1964 film by Richard Wilson

Invitation to a Gunfighter is a 1964 DeLuxe Color Western film directed by Richard Wilson, starring Yul Brynner and George Segal. It was based on a 1957 teleplay by Larry Klein that appeared on Playhouse 90. A lone Creole gunfighter, Jules, burdened by his own past of dealing with racism and prejudices, ends up in a town dealing with its own racist and hypocritical ignominies. Jules attempts to learn the truth about the town's real motives for hiring him, while at the same time reconciling with his own past as he attempts to force the town's white folks to accept their own hypocritical shortcomings in living with their Mexican cohabitants.

==Plot==
Confederate veteran Matt Weaver (George Segal) returns home to New Mexico after the Civil War and discovers that his farm was sold by an unscrupulous banker named Brewster (Pat Hingle), while his fiancee-to-be, Ruth, (Janice Rule) married another man while he was at war. Weaver's absence allowed Brewster to sway the town's occupants towards his own bigoted prejudices, racism and corrupt methods, all so that he can gain financial and peremptory control of the town. Weaver, already knowing full well what Brewster is like, wrests back control of his farm via an ill-enacted use of force. This results in the death of the husband of the couple residing on the farm, which was sold to them by Brewster, who had himself obtained it through illicit means.

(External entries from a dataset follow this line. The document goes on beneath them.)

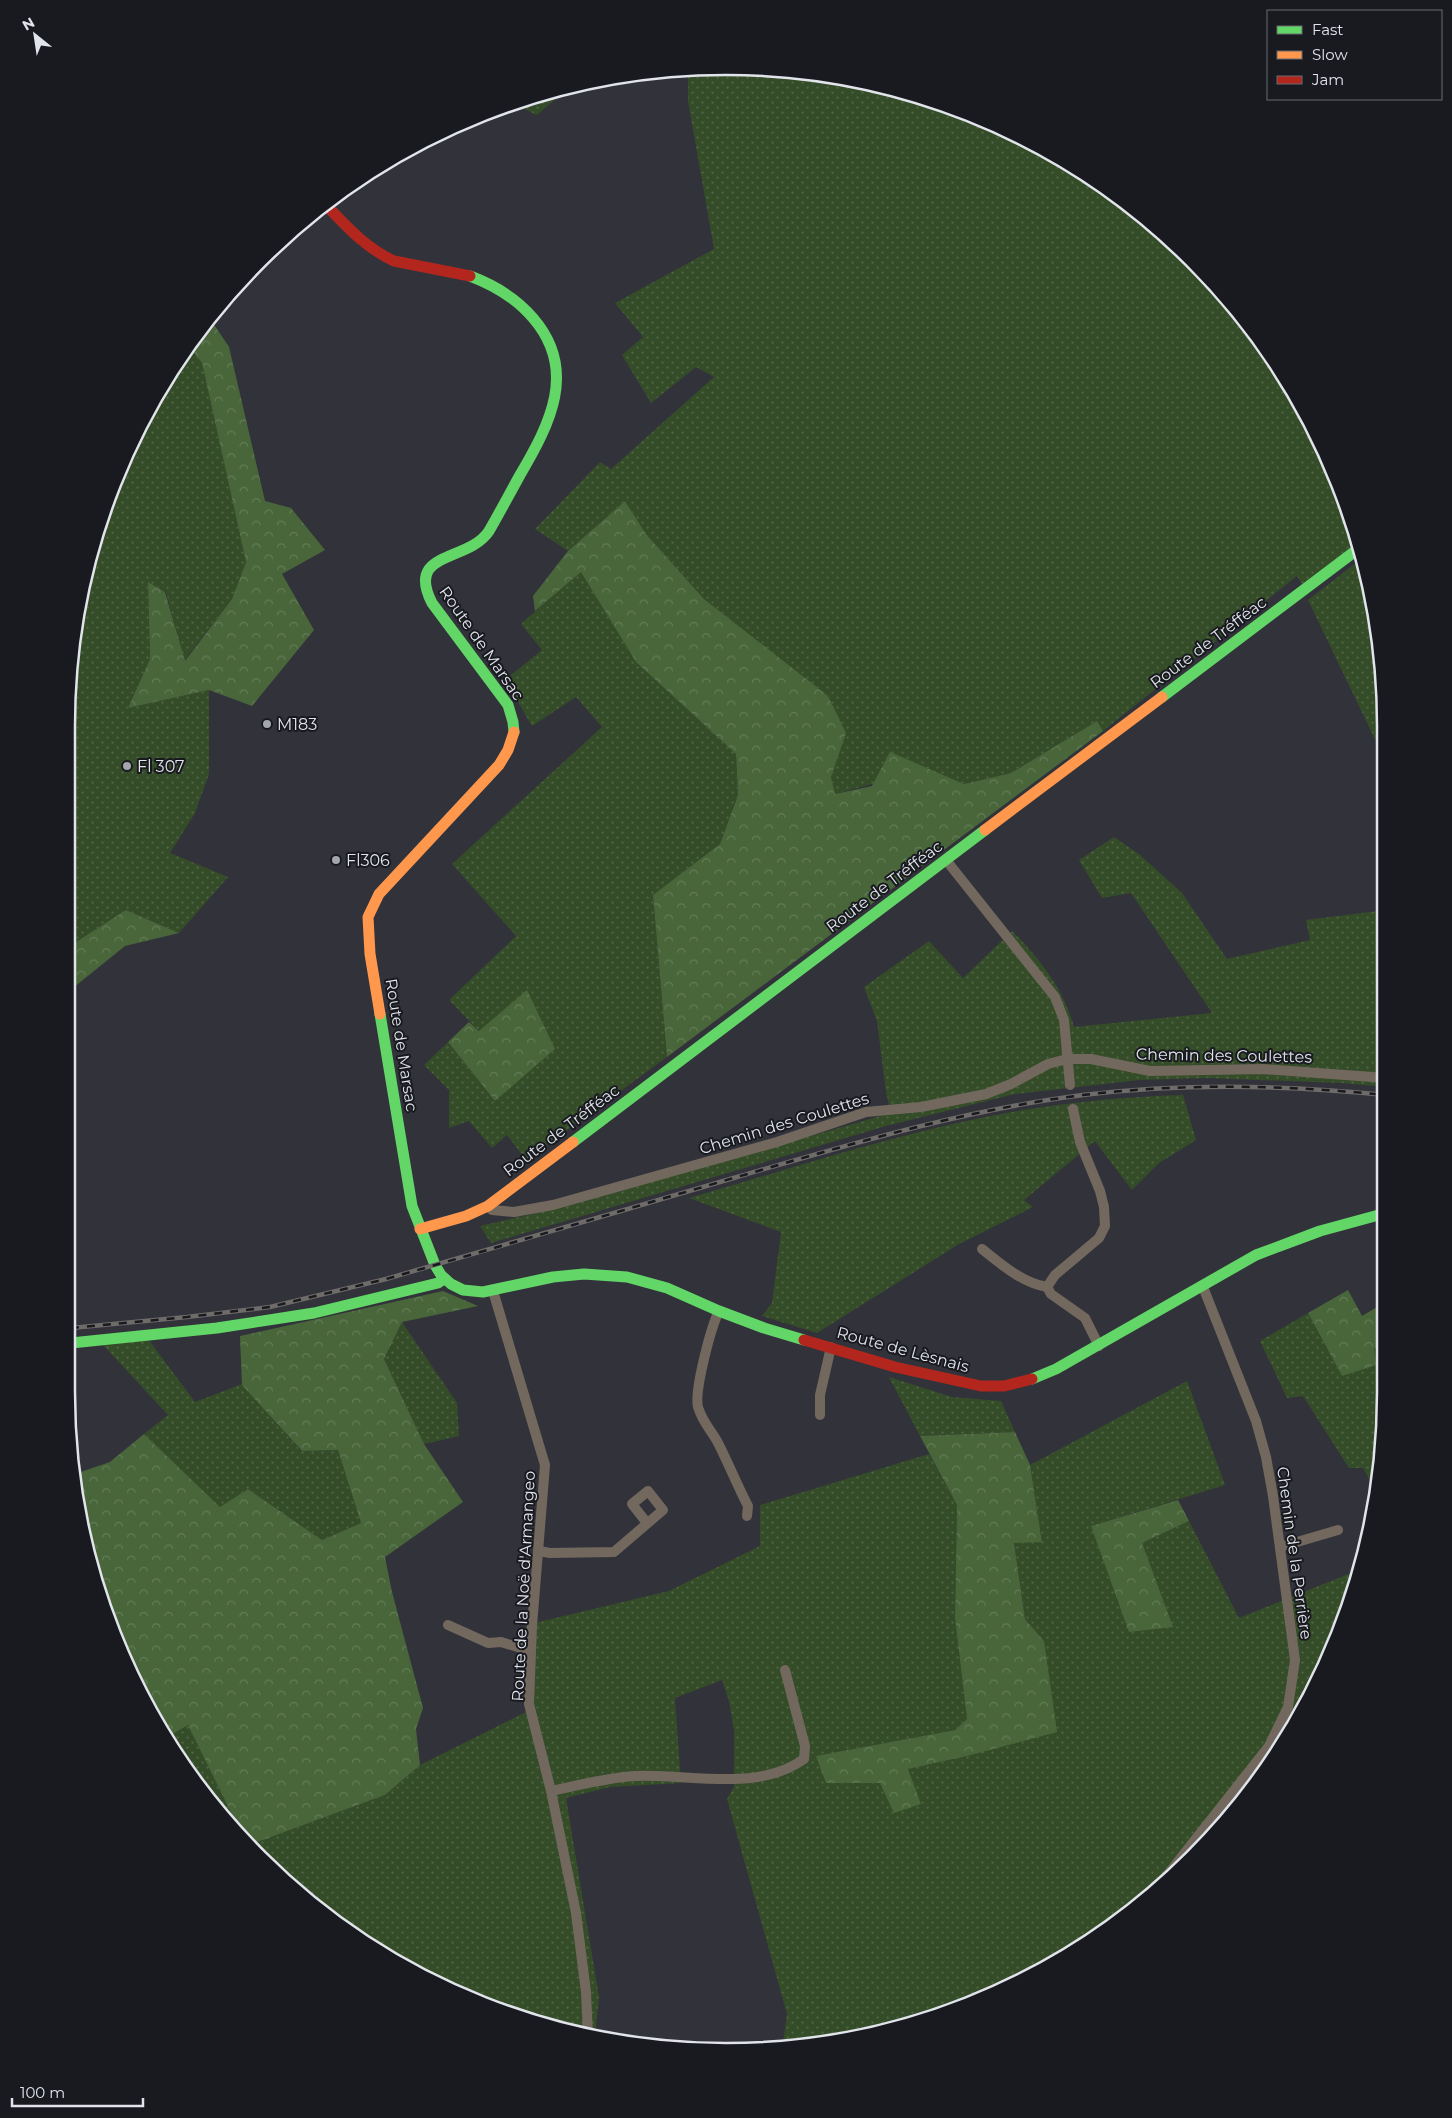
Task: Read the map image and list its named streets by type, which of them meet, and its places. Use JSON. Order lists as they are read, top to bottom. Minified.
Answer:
{"streets":{"street":["Route de Tréfféac","Route de Marsac","Chemin des Coulettes","Route de Lèsnais","Chemin de la Perrière","Route de la Noë d'Armangeo"]},"crossings":[["Route de Tréfféac","Route de Marsac"],["Route de Tréfféac","Chemin des Coulettes"],["Route de Lèsnais","Chemin de la Perrière"],["Route de Lèsnais","Route de la Noë d'Armangeo"]],"places":["M183","Fl 307","Fl306"],"legend":["Fast","Slow","Jam"],"scale_bar":"100 m","north":"top left"}
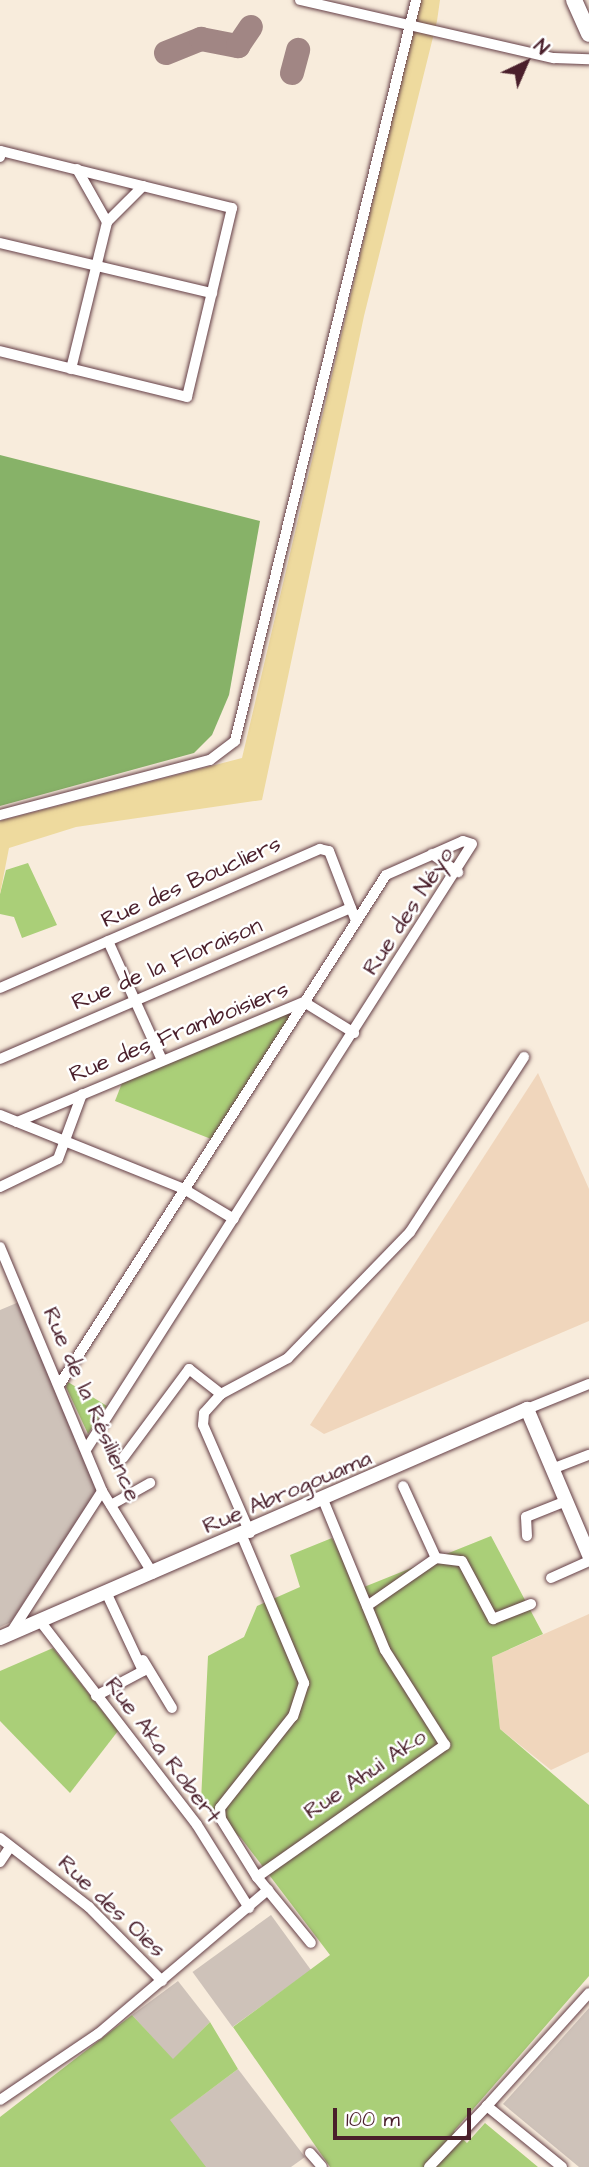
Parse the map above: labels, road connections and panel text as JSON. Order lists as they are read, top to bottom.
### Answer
{
  "streets": {
    "street": [
      "Rue des Boucliers",
      "Rue des Néyo",
      "Rue de la Floraison",
      "Rue des Framboisiers",
      "Rue de la Résilience",
      "Rue Abrogouama",
      "Rue Aka Robert",
      "Rue Ahui Ako",
      "Rue des Oies"
    ]
  },
  "crossings": [
    ["Rue des Boucliers", "Rue des Néyo"],
    ["Rue des Boucliers", "Rue de la Floraison"],
    ["Rue des Néyo", "Rue des Framboisiers"],
    ["Rue des Néyo", "Rue de la Résilience"],
    ["Rue de la Résilience", "Rue Abrogouama"],
    ["Rue Abrogouama", "Rue Aka Robert"],
    ["Rue Abrogouama", "Rue Ahui Ako"]
  ],
  "scale_bar": "100 m",
  "north": "top right"
}
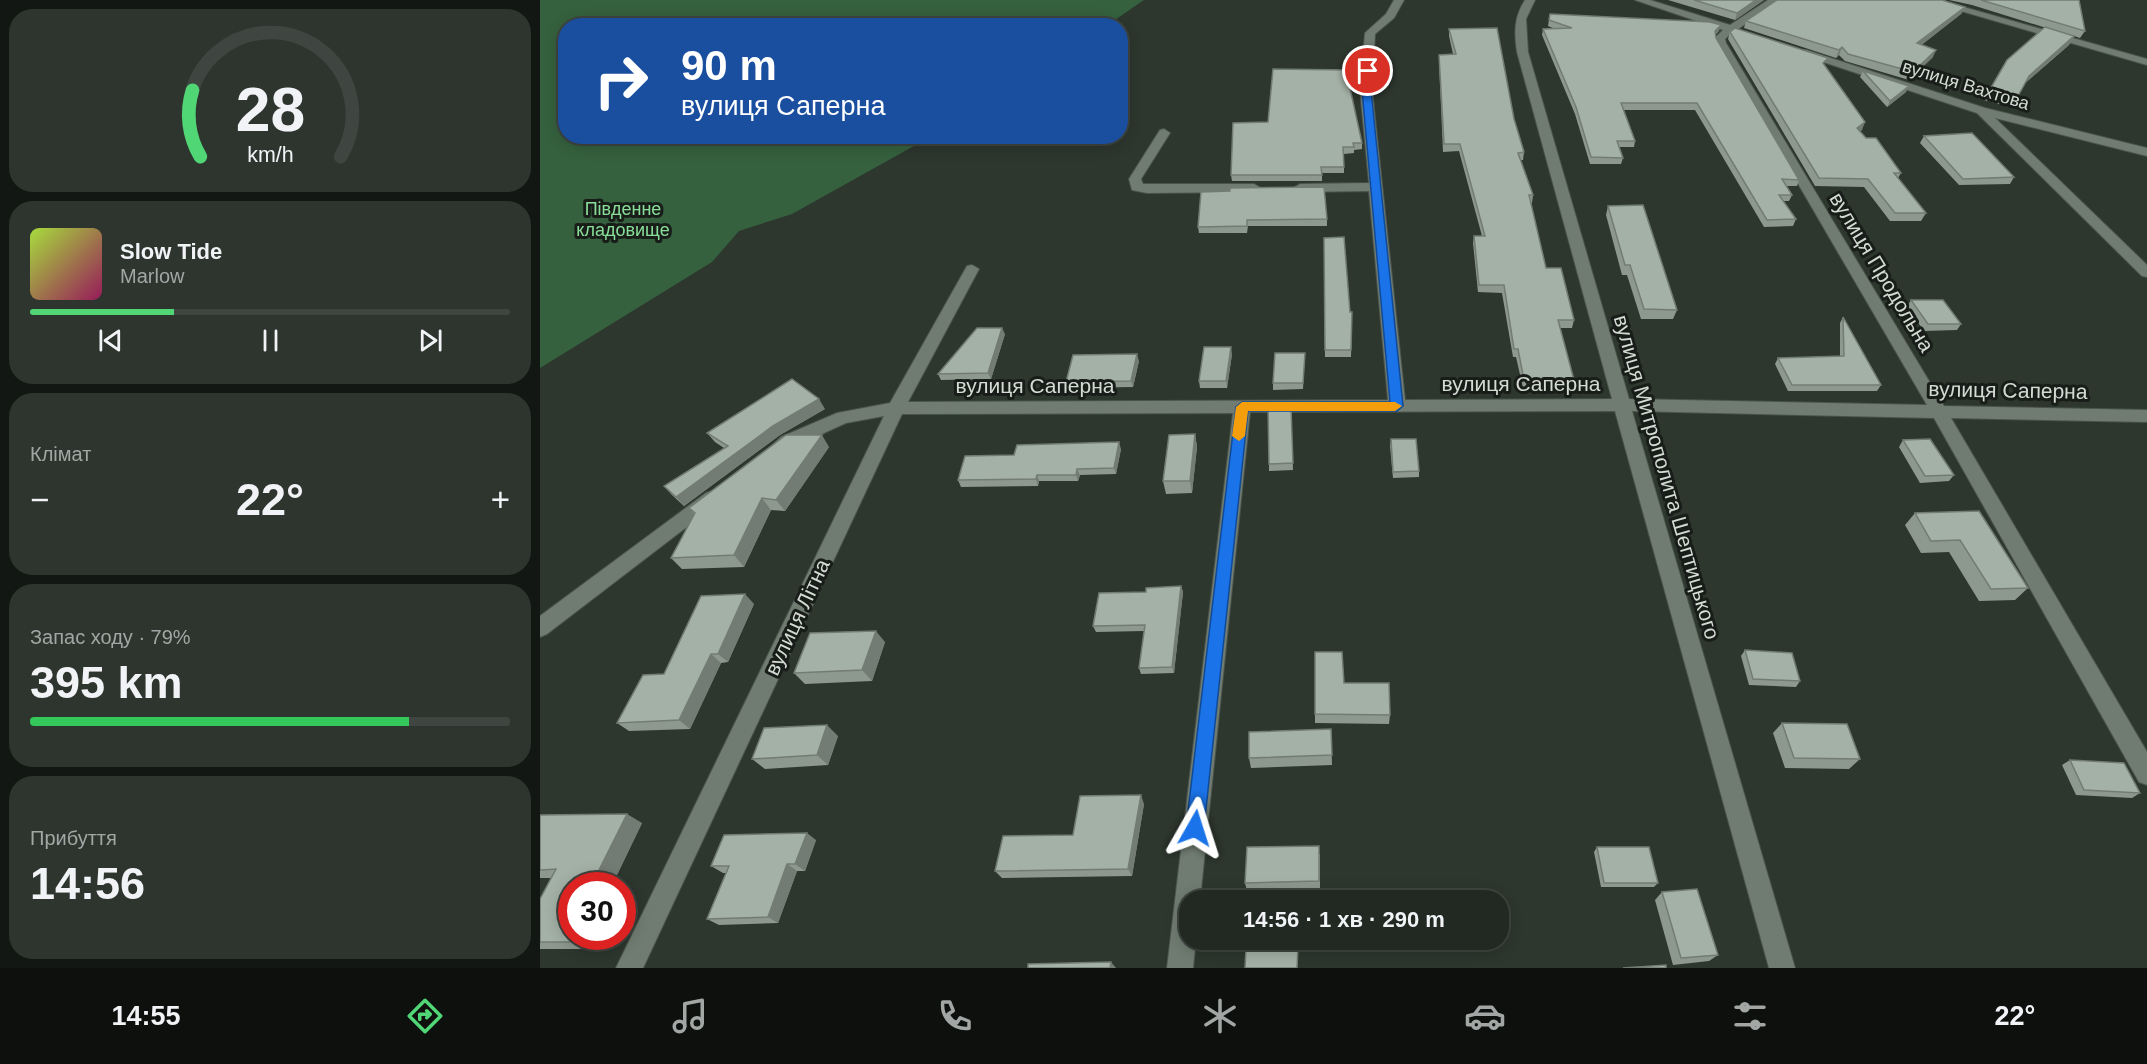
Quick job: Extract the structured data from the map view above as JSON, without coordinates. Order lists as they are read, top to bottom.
{
  "streets": {
    "street": [
      "вулиця Вахтова",
      "вулиця Продольна",
      "вулиця Саперна",
      "вулиця Митрополита Шептицького",
      "вулиця Літна"
    ]
  },
  "crossings": [
    ["вулиця Продольна", "вулиця Саперна"],
    ["вулиця Саперна", "вулиця Митрополита Шептицького"],
    ["вулиця Саперна", "вулиця Літна"]
  ],
  "parks": ["Південне кладовище"],
  "page": {
    "turn": ["90 m", "вулиця Саперна"],
    "song": ["Slow Tide", "Marlow"],
    "tile": [
      "Клімат",
      ["Запас ходу · 79%", "395 km"],
      ["Прибуття", "14:56"]
    ],
    "heat": ["−", "22°", "+"],
    "limit": "30",
    "trip": "14:56 · 1 хв · 290 m",
    "tabs": ["14:55", "22°"],
    "gauge": ["28", "km/h"]
  }
}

Weaver only receives help from the town's Mexican inhabitants, who have always had good relationships with him. Although on the surface, it appears Ruth's husband and other Union sympathizers in town show hatred to Weaver's allegiance to the Rebels during the war, in reality, this is only a façade for deeper social and personal problems that are afflicting the town's white inhabitants. There is racism and an innate fecklessness to civil duty and social cohesion with each other and the town's non-white cohabitants, namely the Mexicans. This hypocritical irony of the town leads to many festered ill feelings towards Weaver. This is so much so, that the town turns against him and Brewster seeks to hire a gunfighter to get rid of Weaver and what he represents to a guilt ridden and shameless town of pro-Union hypocrites. Through a hapless arrival, a creole of color French gunman named Jules Gaspard d'Estaing (Yul Brynner) decides to stay on in town after his stagecoach arrived for a rest stop and takes notice from afar of the attractive Ruth. Jules, who later teaches the ignorant town how to pronounce his name correctly in French, scares off the paid-for gunfighter sent by Brewster, and decides to take on himself the job of killing Weaver - at least, that's what the town folk believe.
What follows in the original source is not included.